§ Data

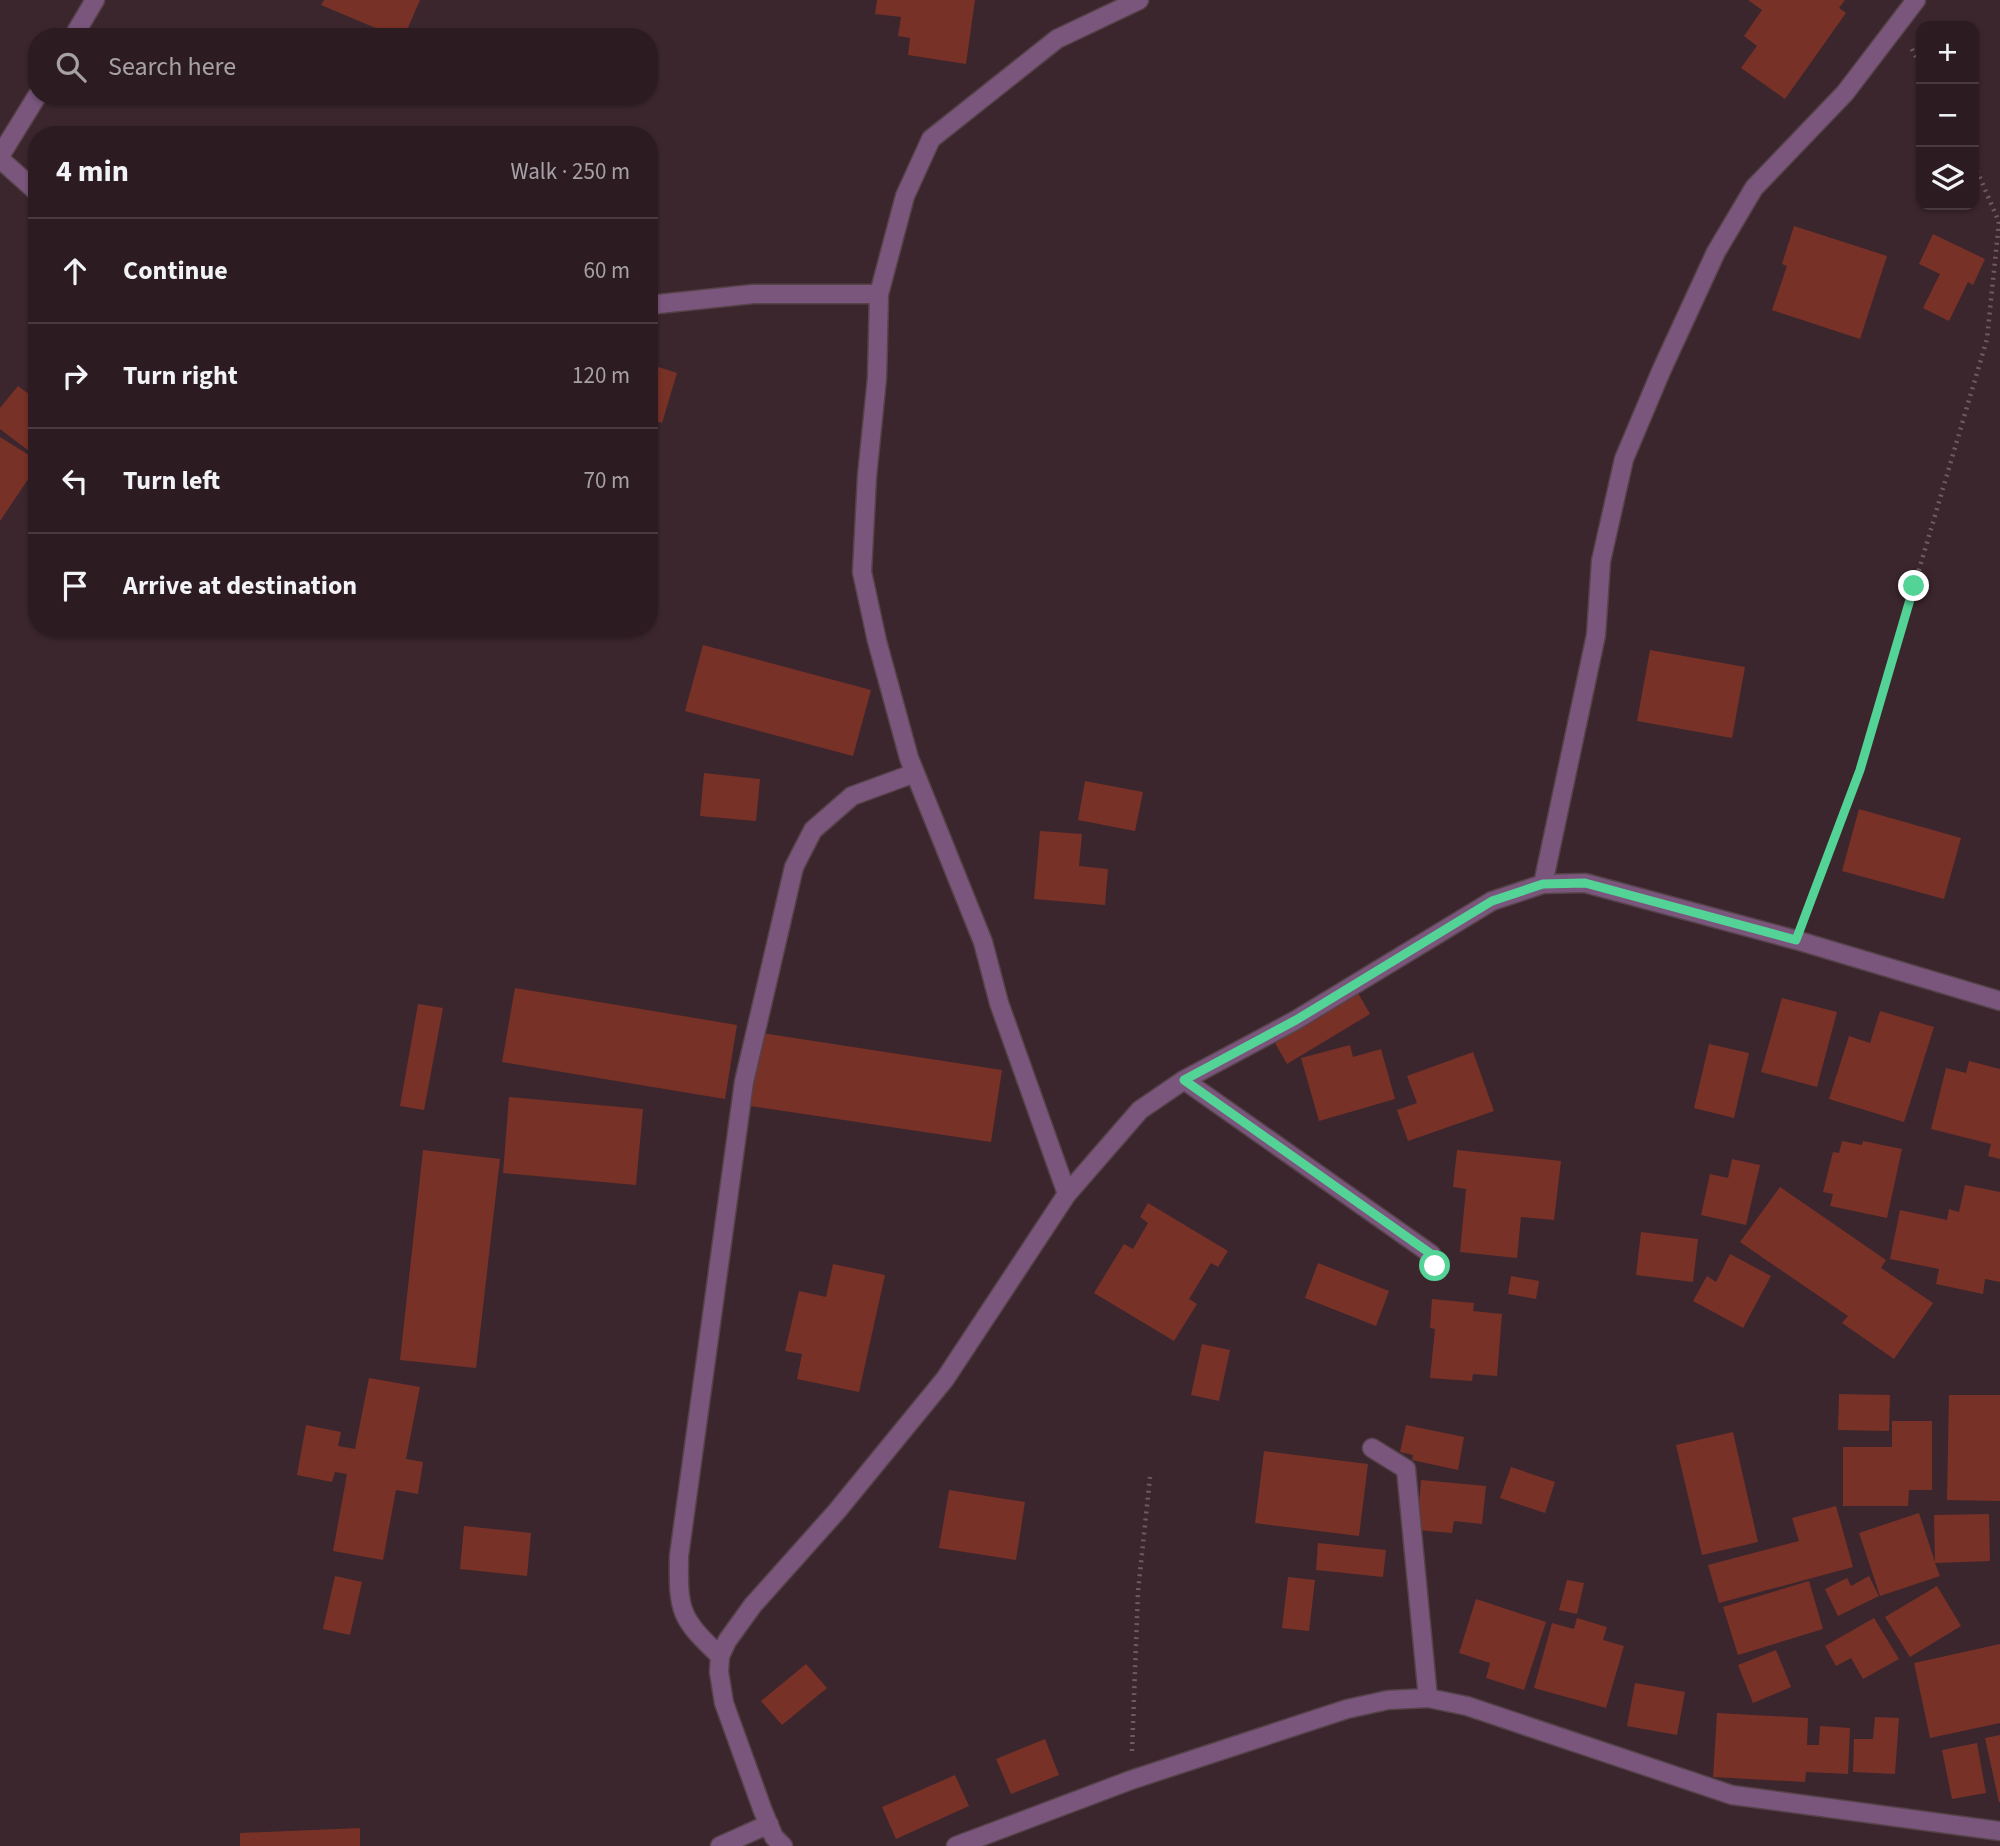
<!DOCTYPE html>
<html lang="en">
<head>
<meta charset="utf-8">
<style>
  :root { --surface:#2c1c22; --page:#34252a; --text:#f1f3f6; --muted:#a6a1a5; --line:#483a40 }
  body { margin:0; font-family:"Source Sans 3",sans-serif; background:var(--page); color:var(--text) }
  .controls { position:absolute; right:21px; top:21px; display:grid; overflow:hidden; border-radius:14px; box-shadow:0 2px 5px #0004 }
  .controls button { width:63px; height:63px; display:grid; place-items:center; padding:0; border:0; border-bottom:2px solid var(--line); background:var(--surface); color:var(--text); font:35px sans-serif }
  .stop { position:absolute; width:21px; height:21px; margin:-16px; border:5px solid #53d396; border-radius:50%; background:#fff }
  .stop.end { background:#53d396; border-color:#fff; box-shadow:0 2px 7px #0008 }
  .list { margin:0; padding:0; list-style:none }
  h2 { display:flex; justify-content:space-between; align-items:center; height:91px; margin:0; padding:0 28px; font-size:30px }
  h2 small { font-size:23px; font-weight:400; color:var(--muted) }
  .list li { display:grid; grid-template-columns:46px 1fr auto; gap:21px; align-items:center; box-sizing:border-box; height:105px; padding:0 28px; border-top:2px solid var(--line) }
  .list b { display:block; font-size:26px; white-space:nowrap }
  .list em { font-size:23px; font-style:normal; color:var(--muted) }
  .icon { flex:none; width:38px; height:38px; fill:none; stroke:currentColor; stroke-width:2; stroke-linecap:round; stroke-linejoin:round }
  .map { position:relative; flex:none; width:2000px; height:1846px; overflow:hidden }
  .search { position:absolute; background:var(--surface); box-shadow:0 2px 5px #0004; left:28px; top:28px; width:630px; height:77px; display:flex; align-items:center; gap:18px; box-sizing:border-box; padding:0 24px; border-radius:28px; color:var(--muted); font-size:26px }
  .panel { position:absolute; background:var(--surface); box-shadow:0 2px 5px #0004; left:28px; top:126px; width:630px; height:511px; border-radius:28px }
  .map>svg:first-child { display:block }
  .building { fill:#783127 }
  .lines { fill:none; stroke-linecap:round; stroke-linejoin:round }
  .minor-casing { stroke:#564249; stroke-width:21 }
  .path { stroke:#6e5b61; stroke-width:4.5; stroke-dasharray:2 5; stroke-linecap:butt }
  .minor { stroke:#7a567c; stroke-width:18 }
  .route { stroke:#53d396; stroke-width:9 }
</style>
</head>
<body>
<div class="map">
<svg width="2000" height="1846" viewBox="0 0 2000 1846">
  <rect width="100%" height="100%" fill="#3b262d"/>
  <path class="building" d="M324 0H420L404 37H397L321 5Z
    M877 0H975L966 64 908 55 910 38 898 36 901 17 875 14Z
    M1748 0H1845L1839 8 1846 13 1785 99 1741 68 1757 46 1744 36 1762 10Z
    M1794 226 1887 256 1860 339 1772 310 1787 266 1782 264Z
    M1933 234 1985 259 1973 285 1968 282 1949 321 1923 308 1940 274 1919 264Z
    M649 364 677 373 662 423 649 419Z
    M18 386 33 397 37 393V457L0 429V408Z
    M0 437 37 460V466L0 521Z
    M703 645 871 690 853 756 685 711Z
    M1650 650 1745 667 1732 738 1637 721Z
    M704 773 760 779 756 821 700 816Z
    M1085 781 1143 792 1135 831 1078 820Z
    M1859 809 1961 838 1944 899 1842 871Z
    M1040 831 1082 834 1079 866 1108 869 1105 905 1034 899Z
    M515 988 737 1025 725 1099 502 1062Z
    M1358 993 1370 1014 1287 1064 1275 1043Z
    M1782 998 1837 1012 1817 1087 1761 1072Z
    M418 1004 443 1008 424 1110 400 1106Z
    M1880 1011 1934 1027 1904 1122 1829 1099 1849 1036 1870 1043Z
    M762 1033 1002 1070 991 1142 750 1106Z
    M1709 1044 1749 1053 1734 1118 1694 1108Z
    M1350 1045 1353 1057 1381 1049 1395 1099 1319 1121 1301 1058Z
    M1473 1052 1494 1111 1408 1141 1397 1110 1417 1103 1407 1076Z
    M1969 1061 2000 1069V1159L1988 1156 1991 1144 1931 1129 1946 1068 1966 1073Z
    M509 1097 643 1109 636 1185 503 1173Z
    M1842 1141 1862 1145 1863 1141 1902 1149 1887 1218 1830 1206 1833 1194 1823 1192 1833 1152 1839 1153Z
    M423 1150 500 1159 476 1368 400 1360Z
    M1457 1150 1561 1161 1554 1220 1521 1217 1517 1258 1460 1252 1466 1189 1453 1187Z
    M1732 1159 1760 1165 1746 1225 1701 1215 1710 1174 1728 1178Z
    M1965 1185 2000 1192V1282L1985 1279 1983 1294 1936 1284 1939 1269 1890 1259 1900 1210 1947 1220 1949 1209 1959 1212Z
    M1780 1187 1886 1260 1881 1268 1933 1303 1894 1359 1842 1323 1848 1316 1740 1242Z
    M1148 1203 1228 1251 1218 1267 1211 1263 1189 1299 1197 1304 1174 1341 1094 1293 1124 1244 1133 1249 1148 1223 1140 1217Z
    M1641 1232 1698 1239 1693 1282 1636 1275Z
    M1730 1254 1771 1276 1743 1328 1693 1301 1707 1276 1716 1282Z
    M1318 1263 1389 1291 1376 1326 1305 1298Z
    M833 1264 885 1275 859 1392 797 1379 802 1354 785 1351 799 1291 826 1297Z
    M1511 1276 1539 1281 1536 1299 1508 1294Z
    M1432 1299 1474 1303 1473 1311 1502 1314 1497 1376 1473 1374 1472 1381 1430 1378 1435 1329 1430 1328Z
    M1202 1344 1230 1350 1219 1401 1191 1395Z
    M369 1378 420 1387 406 1459 423 1462 418 1494 396 1490 383 1560 333 1551 347 1474 335 1472 332 1482 297 1475 306 1425 341 1432 338 1446 355 1449Z
    M1839 1394 1890 1395 1889 1431 1838 1430Z
    M1949 1395H2000V1501L1947 1500Z
    M1892 1421H1932V1490H1909L1908 1506H1843V1447H1892Z
    M1406 1425 1464 1437 1458 1470 1412 1460 1413 1455 1400 1452Z
    M1733 1432 1758 1542 1702 1555 1676 1445Z
    M1264 1451 1368 1464 1359 1536 1255 1523Z
    M1511 1467 1555 1482 1545 1513 1500 1498Z
    M1421 1480 1486 1486 1482 1524 1454 1521 1452 1533 1417 1530Z
    M949 1490 1025 1502 1016 1560 939 1548Z
    M1836 1506 1853 1567 1719 1603 1708 1565 1799 1541 1792 1518Z
    M1919 1513 1935 1562 1934 1515 1989 1514 1990 1561 1935 1563 1940 1576 1880 1596 1859 1533Z
    M464 1526 531 1533 527 1576 460 1569Z
    M1318 1543 1386 1550 1383 1577 1316 1570Z
    M335 1576 362 1582 350 1635 323 1629Z
    M1869 1576 1879 1596 1838 1616 1825 1589 1847 1578 1851 1586Z
    M1288 1577 1315 1580 1309 1631 1282 1628Z
    M1567 1580 1584 1583 1577 1614 1559 1610Z
    M1809 1581 1823 1629 1738 1655 1723 1607Z
    M1937 1586 1961 1626 1910 1657 1885 1617Z
    M1476 1599 1546 1622 1524 1690 1486 1678 1490 1663 1459 1653Z
    M1577 1618 1607 1627 1603 1640 1624 1646 1606 1708 1534 1688 1552 1623 1574 1629Z
    M1874 1618 1899 1659 1863 1679 1851 1658 1836 1666 1825 1646Z
    M2000 1644V1723L1930 1738 1914 1663Z
    M1776 1650 1791 1687 1753 1703 1738 1665Z
    M806 1664 827 1688 782 1725 761 1701Z
    M1635 1683 1685 1692 1677 1735 1627 1726Z
    M1717 1713 1808 1718 1807 1745H1819L1820 1726 1850 1728 1848 1774 1806 1772 1805 1782 1713 1777Z
    M1875 1717 1899 1718 1895 1774 1853 1772 1854 1739H1873Z
    M2000 1735V1802H1999L1985 1738Z
    M1045 1739 1059 1775 1011 1794 996 1759Z
    M1977 1743 1986 1793 1952 1799 1942 1750Z
    M955 1775 969 1806 896 1839 882 1807Z
    M360 1828V1846H240V1833Z"/>
  <g class="lines">
    <defs>
      <path id="minor" d="M73 37 95 0
        M0 156 37 96
        M0 159 37 192
        M649 305 753 294H879
        M1543 884 1596 635 1601 561 1624 459 1662 369 1716 252 1754 188 1845 93 1916 0
        M1184 1080 1431 1254 1435 1266
        M1067 1194 999 1003 983 942 909 758 877 641 862 572 867 476 877 378 879 294 905 196 931 139 1057 39 1139 0
        M1372 1448 1406 1469 1428 1698
        M720 1656C680 1618 678 1612 679 1556L744 1082 794 867 813 830 852 796 915 773
        M720 1846 769 1824
        M783 1846 774 1837 763 1811 724 1703 719 1672 720 1656 727 1641 753 1605 837 1511 945 1379 1067 1194 1140 1110 1184 1080 1296 1020 1492 901 1543 884 1585 883 1796 940 2000 1001
        M956 1846 1131 1780 1347 1709 1388 1700 1428 1698 1467 1706 1732 1795 2000 1831"/>
    </defs>
    <use href="#minor" class="minor-casing"/>
    <path class="path" d="M1912 49 1921 67
      M1805 916 1860 770 1987 339 1999 222 1974 164
      M1132 1751 1138 1592 1150 1477"/>
    <use href="#minor" class="minor"/>
  </g>
  <g class="lines">
    <path class="route" d="M1435 1266 1431 1254 1184 1080 1296 1020 1492 901 1543 884 1585 883 1796 940 1860 770 1914 586"/>
  </g>
</svg>
<div class="controls">
<button>+</button>
<button>−</button>
<button><svg class="icon" aria-label="layers" viewBox="0 0 24 24"><path d="M12 4l9 5-9 5-9-5zM3 14l9 5 9-5"/></svg></button>
</div>
<div class="stop" style="left:1435px;top:1266px"></div>
<div class="stop end" style="left:1914px;top:586px"></div>
<div class="search"><svg class="icon" aria-label="search" viewBox="0 0 24 24"><circle cx="10" cy="10" r="6"/><path d="M15 15l6 6"/></svg>Search here</div>
<section class="panel">
<h2>4 min<small>Walk · 250 m</small></h2>
<ul class="list">
<li><svg class="icon" aria-label="ahead" viewBox="0 0 24 24"><path d="M12 20V5M6 11l6-6 6 6"/></svg><div><b>Continue</b></div><em>60 m</em></li>
<li><svg class="icon" aria-label="right" viewBox="0 0 24 24"><path d="M7 20v-9h11M14 6l5 5-5 5"/></svg><div><b>Turn right</b></div><em>120 m</em></li>
<li><svg class="icon" aria-label="left" viewBox="0 0 24 24"><path d="M17 20v-9H6M10 6l-5 5 5 5"/></svg><div><b>Turn left</b></div><em>70 m</em></li>
<li><svg class="icon" aria-label="arrive" viewBox="0 0 24 24"><path d="M6 21V4h12l-3 4 3 4H6"/></svg><div><b>Arrive at destination</b></div></li>
</ul>
</section>
</div>
</body>
</html>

§ What you have to do
Only the lines above starting at the line that holds "M704 773 760 779 756 821 700 816Z" and ending at the line that holds "M423 1150 500 1159 476 1368 400 1360Z" are to be repeated, exactly and in full.

§ Solution
    M704 773 760 779 756 821 700 816Z
    M1085 781 1143 792 1135 831 1078 820Z
    M1859 809 1961 838 1944 899 1842 871Z
    M1040 831 1082 834 1079 866 1108 869 1105 905 1034 899Z
    M515 988 737 1025 725 1099 502 1062Z
    M1358 993 1370 1014 1287 1064 1275 1043Z
    M1782 998 1837 1012 1817 1087 1761 1072Z
    M418 1004 443 1008 424 1110 400 1106Z
    M1880 1011 1934 1027 1904 1122 1829 1099 1849 1036 1870 1043Z
    M762 1033 1002 1070 991 1142 750 1106Z
    M1709 1044 1749 1053 1734 1118 1694 1108Z
    M1350 1045 1353 1057 1381 1049 1395 1099 1319 1121 1301 1058Z
    M1473 1052 1494 1111 1408 1141 1397 1110 1417 1103 1407 1076Z
    M1969 1061 2000 1069V1159L1988 1156 1991 1144 1931 1129 1946 1068 1966 1073Z
    M509 1097 643 1109 636 1185 503 1173Z
    M1842 1141 1862 1145 1863 1141 1902 1149 1887 1218 1830 1206 1833 1194 1823 1192 1833 1152 1839 1153Z
    M423 1150 500 1159 476 1368 400 1360Z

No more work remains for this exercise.